PO CHOLERE schodzicie na temat jedzenia miesa??? Na temat wegetarianizmu?! Autorka tekstu pisala o tym, ze oburzajace bylo pokazanie tego typu scen i ja sie z tym zgadzam. Trzymajcie sie tematu, bo tym sposobem dojdziecie do etapu prehistorii i tego jak wyginely dinozaury.
Nie czytałem powieści ani też nie widziałem poprzednich ekranizacji, ale może po prostu drastyczne wątki ze zwierzętami pojawiają się w utworze. Myślę, że twórcy filmu uzgadniali z organizacjami ekologicznymi te sceny, inaczej film zostałby siłą okrojony.

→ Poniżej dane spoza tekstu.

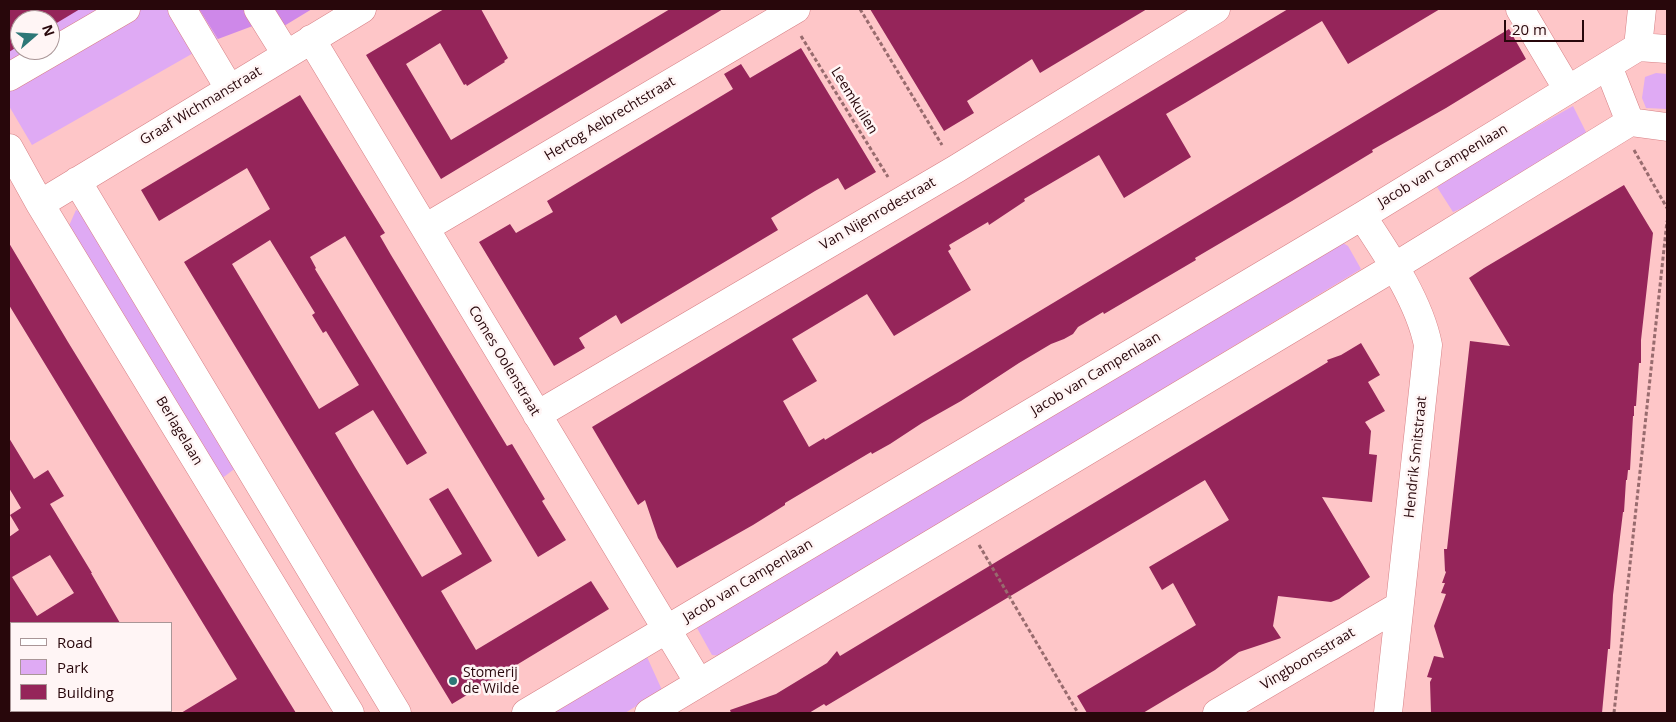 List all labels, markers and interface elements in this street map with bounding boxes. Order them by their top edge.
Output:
north arrow [10,10,60,60]
scale bar [1506,10,1586,42]
text: 20 m [1512,19,1547,39]
text: N [38,22,60,39]
street label: Graaf Wichmanstraat [137,63,265,149]
street label: Leemkuilen [827,65,881,137]
street label: Hertog Aelbrechtstraat [542,73,678,165]
street label: Jacob van Campenlaan [1375,121,1511,211]
street label: Van Nijenrodestraat [817,174,939,254]
street label: Comes Oolenstraat [464,303,544,419]
street label: Jacob van Campenlaan [1028,329,1164,419]
street label: Berlagelaan [152,394,206,468]
street label: Hendrik Smitstraat [1401,395,1431,519]
street label: Jacob van Campenlaan [680,536,816,626]
legend [10,622,172,712]
street label: Vingboonsstraat [1258,624,1358,694]
text: Road [57,632,93,652]
text: Park [57,657,88,677]
place label: Stomerij de Wilde [463,665,519,698]
marker: Stomerij de Wilde [447,675,459,687]
text: Building [57,682,114,702]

Dla mnie wieszanie psów obrazowało upadek moralny ojca (po utracie żony) i jego synka. Tak samo sceny z martwymi królikami mogły podkreślać nerwowe relacje bohaterów.

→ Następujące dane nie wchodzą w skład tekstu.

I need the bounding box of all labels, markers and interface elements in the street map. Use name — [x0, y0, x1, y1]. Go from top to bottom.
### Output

No, a teraz idz do kuchni i zeżryj bułkę z szynką ze świni, którą zamordowano tylko po to żebyś mogł się nażreć i poklepać po brzuchu wielki obrońco zwierząt.
Bardzo mnie to zdołowowało. Bo o ile w książce zasmuciło mnie powieszenie psa, tak w filmie z 1992 jednak doczekałam się truchła psa, to w filmie z 21 wieku nie spodziewałabym się, że tak potraktują zwierzęta!!
aha jeszcze to, ze zaczelo mnie cos zastanawiac:
kilkuletni chlopiec wiesza kilka kilogramow teriera.
ile razy trzeba bylo krecic to ujecie ? no chyba ze chlopiec cwiczyl wieszanie z czyms innym, a dopiero podczas krecenia powiesil ten jeden raz psa. ale nie wiadomo, ile razy ten pies cierpial...
Mnie też wręcz fizycznie bolało męczenie tych psów. Bo niby w imię czego??? Ten film to dzieło wybitne nie było. Wielki minus dla reżyserki za to wieszanie psów.